Problem description: Nothing but the lines below between the line holding "height:14px; margin-top:-7px; transform-origin:0;" and the line holding "font-size:16px; color:#78594b; font-weight:700", inclusive, should appear in the answer, each set down exactly.

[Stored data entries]

»»

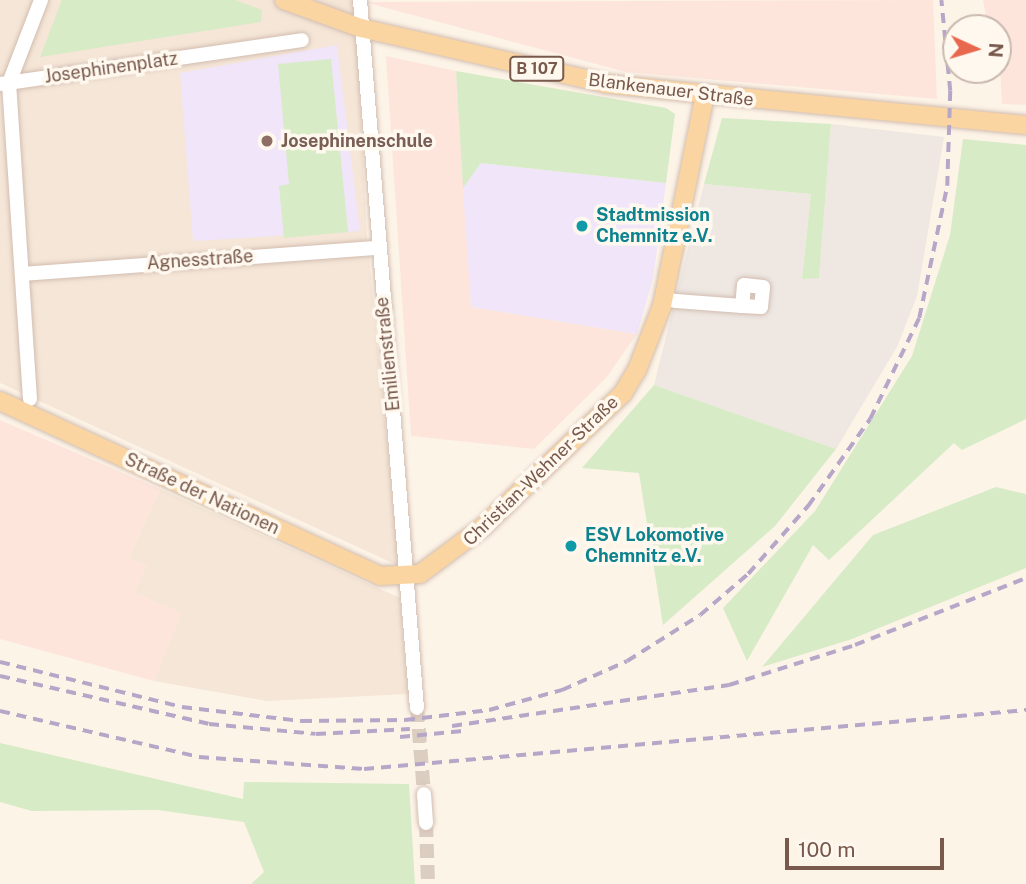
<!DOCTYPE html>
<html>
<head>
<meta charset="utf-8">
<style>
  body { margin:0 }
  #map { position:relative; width:1026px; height:884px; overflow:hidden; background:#fdf4e8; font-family:"Public Sans",sans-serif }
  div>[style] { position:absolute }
  .residential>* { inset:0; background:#f5e6d7 }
  .commercial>* { inset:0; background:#fde5dc }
  .industrial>* { inset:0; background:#eee7e2 }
  .education>* { inset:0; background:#f1e5f9 }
  .green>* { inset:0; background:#d7ebc6 }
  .minor-tunnel>* { height:14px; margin-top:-7px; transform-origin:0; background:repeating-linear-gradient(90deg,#dccdc1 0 14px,transparent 0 21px) }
  .roads { filter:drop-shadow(0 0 2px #d2bdb0) drop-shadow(0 0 2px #d2bdb0) }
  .minor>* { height:14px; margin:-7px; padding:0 7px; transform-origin:7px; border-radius:7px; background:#fff }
  .major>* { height:18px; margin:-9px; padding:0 9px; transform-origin:9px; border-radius:9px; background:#fbd5a1 }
  .rail>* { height:3.5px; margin-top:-1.75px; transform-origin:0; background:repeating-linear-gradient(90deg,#b6a6c8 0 10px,transparent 0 17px) }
  .dots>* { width:19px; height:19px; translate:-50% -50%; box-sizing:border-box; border:4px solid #fff8ef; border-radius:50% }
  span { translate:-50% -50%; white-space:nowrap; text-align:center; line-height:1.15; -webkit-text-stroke:7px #fff8ef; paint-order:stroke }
  .shield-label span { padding:2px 5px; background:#fff8ef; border:2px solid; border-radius:5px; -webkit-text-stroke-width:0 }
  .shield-label { font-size:16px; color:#78594b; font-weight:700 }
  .street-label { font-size:18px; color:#78594b }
  .education-label { font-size:18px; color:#785e54; font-weight:700 }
  .left { translate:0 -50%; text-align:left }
  .culture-label { font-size:18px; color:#0d838f; font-weight:700 }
  .north { position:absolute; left:942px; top:14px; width:70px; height:70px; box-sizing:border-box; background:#fff8ef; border:2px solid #c9b8ad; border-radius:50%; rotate:94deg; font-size:19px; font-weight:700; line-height:28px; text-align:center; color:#78594b }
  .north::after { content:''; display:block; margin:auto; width:24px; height:32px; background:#e7684d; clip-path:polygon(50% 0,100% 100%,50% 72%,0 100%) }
  .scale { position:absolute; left:785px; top:838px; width:159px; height:32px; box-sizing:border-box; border:4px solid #78594b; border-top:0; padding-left:9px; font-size:21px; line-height:24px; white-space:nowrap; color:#78594b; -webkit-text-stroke:5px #fff8ef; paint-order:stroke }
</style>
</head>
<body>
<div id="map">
  <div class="residential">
    <i style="clip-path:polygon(0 0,355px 0,367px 237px,399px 566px,0 383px)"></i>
    <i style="clip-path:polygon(160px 489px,400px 598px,408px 694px,267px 701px,154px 681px,181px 613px,135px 593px,129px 557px)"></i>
  </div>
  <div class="commercial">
    <i style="clip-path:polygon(933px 0,937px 99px,626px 72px,364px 2px)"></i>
    <i style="clip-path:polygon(983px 0,1026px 0,1026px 105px,1002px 104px,998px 28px,988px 28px)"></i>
    <i style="clip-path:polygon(386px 56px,456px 71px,471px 307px,637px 334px,606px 378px,534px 449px,411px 436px)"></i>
    <i style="clip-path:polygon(0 420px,160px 489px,129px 557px,147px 565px,135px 593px,182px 613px,154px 681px,0 639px)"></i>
  </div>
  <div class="industrial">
    <i style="clip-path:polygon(831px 124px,944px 137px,917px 296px,897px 347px,836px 449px,654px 385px,704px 184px,811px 194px,802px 278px,819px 277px)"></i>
  </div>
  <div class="education">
    <i style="clip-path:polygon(337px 45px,360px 231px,193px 241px,180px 73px)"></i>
    <i style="clip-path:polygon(481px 163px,666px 183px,653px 279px,637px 334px,471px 307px,463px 188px)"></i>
  </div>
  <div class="green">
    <i style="clip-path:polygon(62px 0,235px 0,262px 10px,261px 22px,40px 57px)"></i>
    <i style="clip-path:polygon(331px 59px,348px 232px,284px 238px,279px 186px,289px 184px,278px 64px)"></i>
    <i style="clip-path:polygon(456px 71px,666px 108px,675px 114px,666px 183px,481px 163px,463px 188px)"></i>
    <i style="clip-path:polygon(722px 118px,831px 124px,819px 278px,802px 279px,811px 194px,704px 184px)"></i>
    <i style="clip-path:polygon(963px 139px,1026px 145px,1026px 419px,962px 450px,954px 443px,829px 560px,813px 545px,747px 661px,723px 608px,815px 511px,912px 356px,950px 235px)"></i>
    <i style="clip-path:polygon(654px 385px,836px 449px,775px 526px,663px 625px,639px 473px,582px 468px)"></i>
    <i style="clip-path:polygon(996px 487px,1026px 494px,1026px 568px,852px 639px,762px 667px,873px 535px)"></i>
    <i style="clip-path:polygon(0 743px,243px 799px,244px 782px,409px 784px,415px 884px,251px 884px,264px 872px,244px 822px,157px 810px,32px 811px,0 802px)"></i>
  </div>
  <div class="minor-tunnel">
    <i style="left:417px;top:708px;width:86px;rotate:85.3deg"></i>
    <i style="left:426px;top:823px;width:61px;rotate:88.1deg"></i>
  </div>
  <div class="roads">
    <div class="minor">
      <i style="left:360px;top:0;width:710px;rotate:85.4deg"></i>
      <i style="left:1px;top:84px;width:304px;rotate:-8.3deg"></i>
      <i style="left:22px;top:274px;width:357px;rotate:-4.2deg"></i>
      <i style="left:664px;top:299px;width:12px;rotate:9deg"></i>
      <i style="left:676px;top:301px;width:66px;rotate:4.3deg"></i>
      <i style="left:742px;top:306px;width:19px;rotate:3deg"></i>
      <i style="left:761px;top:307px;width:20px;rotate:-84deg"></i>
      <i style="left:763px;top:287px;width:19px;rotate:-174deg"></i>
      <i style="left:744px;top:285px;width:21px;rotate:95deg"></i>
      <i style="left:30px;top:399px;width:317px;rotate:-93.8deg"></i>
      <i style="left:9px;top:83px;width:89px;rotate:-68.9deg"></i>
      <i style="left:424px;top:794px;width:29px;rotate:86deg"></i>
    </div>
    <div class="major">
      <i style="left:284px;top:0;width:82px;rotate:20deg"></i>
      <i style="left:361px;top:28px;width:252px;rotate:12.8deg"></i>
      <i style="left:607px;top:84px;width:421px;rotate:5.6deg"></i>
      <i style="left:0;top:401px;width:418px;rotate:24.7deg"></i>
      <i style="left:380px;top:576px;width:40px;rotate:-2.9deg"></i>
      <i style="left:420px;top:574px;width:79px;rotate:-36.7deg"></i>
      <i style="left:483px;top:527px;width:194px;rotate:-43.7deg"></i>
      <i style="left:623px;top:393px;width:27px;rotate:-59deg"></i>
      <i style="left:637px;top:370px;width:69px;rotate:-68.7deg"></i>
      <i style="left:662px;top:306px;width:215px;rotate:-78.5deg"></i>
    </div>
  </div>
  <div class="rail">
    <i style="left:0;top:662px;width:187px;rotate:13.9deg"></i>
    <i style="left:182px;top:707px;width:121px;rotate:6.7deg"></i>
    <i style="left:302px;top:721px;width:103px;rotate:-0.6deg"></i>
    <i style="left:405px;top:720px;width:85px;rotate:-6.8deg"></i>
    <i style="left:489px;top:710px;width:76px;rotate:-15.3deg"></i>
    <i style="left:562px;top:690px;width:71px;rotate:-24deg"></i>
    <i style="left:627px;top:661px;width:86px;rotate:-32.2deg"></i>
    <i style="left:700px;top:615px;width:63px;rotate:-40.5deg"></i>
    <i style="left:748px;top:574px;width:91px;rotate:-48.6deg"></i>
    <i style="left:808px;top:506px;width:107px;rotate:-54.5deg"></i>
    <i style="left:870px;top:419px;width:112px;rotate:-64.1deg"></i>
    <i style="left:919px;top:318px;width:135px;rotate:-78deg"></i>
    <i style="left:947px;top:186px;width:95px;rotate:-88.2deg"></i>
    <i style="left:950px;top:91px;width:91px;rotate:-95.6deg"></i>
    <i style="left:0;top:676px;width:214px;rotate:12.9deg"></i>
    <i style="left:209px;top:724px;width:107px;rotate:5.3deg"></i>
    <i style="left:316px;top:734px;width:94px;rotate:-3deg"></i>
    <i style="left:0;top:711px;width:204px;rotate:13deg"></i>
    <i style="left:199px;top:757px;width:165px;rotate:4.2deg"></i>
    <i style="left:364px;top:769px;width:665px;rotate:-5.09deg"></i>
    <i style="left:452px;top:726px;width:280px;rotate:-8.4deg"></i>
    <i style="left:729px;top:685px;width:132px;rotate:-17.6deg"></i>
    <i style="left:855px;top:645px;width:184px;rotate:-21.4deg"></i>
    <i style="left:400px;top:737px;width:63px;rotate:-5.4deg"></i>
  </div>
  <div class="dots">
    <i style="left:267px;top:141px;background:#8d6e63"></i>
    <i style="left:582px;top:226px;background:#0f9aa8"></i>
    <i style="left:571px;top:546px;background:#0f9aa8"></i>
  </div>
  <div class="shield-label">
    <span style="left:537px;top:69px">B 107</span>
  </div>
  <div class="street-label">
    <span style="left:111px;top:68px;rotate:-8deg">Josephinenplatz</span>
    <span style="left:671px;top:90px;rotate:7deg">Blankenauer Straße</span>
    <span style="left:200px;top:260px;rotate:-4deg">Agnesstraße</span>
    <span style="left:388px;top:354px;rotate:-96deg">Emilienstraße</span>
    <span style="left:541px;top:471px;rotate:-44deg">Christian-Wehner-Straße</span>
    <span style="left:202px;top:494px;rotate:25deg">Straße der Nationen</span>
  </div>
  <div class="education-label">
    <span class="left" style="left:281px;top:141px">Josephinenschule</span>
  </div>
  <div class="culture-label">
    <span class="left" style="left:596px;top:226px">Stadtmission<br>Chemnitz e.V.</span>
    <span class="left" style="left:585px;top:546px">ESV Lokomotive<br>Chemnitz e.V.</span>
  </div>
  <div class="north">N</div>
  <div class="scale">100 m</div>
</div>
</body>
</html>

««

Result:
  .minor-tunnel>* { height:14px; margin-top:-7px; transform-origin:0; background:repeating-linear-gradient(90deg,#dccdc1 0 14px,transparent 0 21px) }
  .roads { filter:drop-shadow(0 0 2px #d2bdb0) drop-shadow(0 0 2px #d2bdb0) }
  .minor>* { height:14px; margin:-7px; padding:0 7px; transform-origin:7px; border-radius:7px; background:#fff }
  .major>* { height:18px; margin:-9px; padding:0 9px; transform-origin:9px; border-radius:9px; background:#fbd5a1 }
  .rail>* { height:3.5px; margin-top:-1.75px; transform-origin:0; background:repeating-linear-gradient(90deg,#b6a6c8 0 10px,transparent 0 17px) }
  .dots>* { width:19px; height:19px; translate:-50% -50%; box-sizing:border-box; border:4px solid #fff8ef; border-radius:50% }
  span { translate:-50% -50%; white-space:nowrap; text-align:center; line-height:1.15; -webkit-text-stroke:7px #fff8ef; paint-order:stroke }
  .shield-label span { padding:2px 5px; background:#fff8ef; border:2px solid; border-radius:5px; -webkit-text-stroke-width:0 }
  .shield-label { font-size:16px; color:#78594b; font-weight:700 }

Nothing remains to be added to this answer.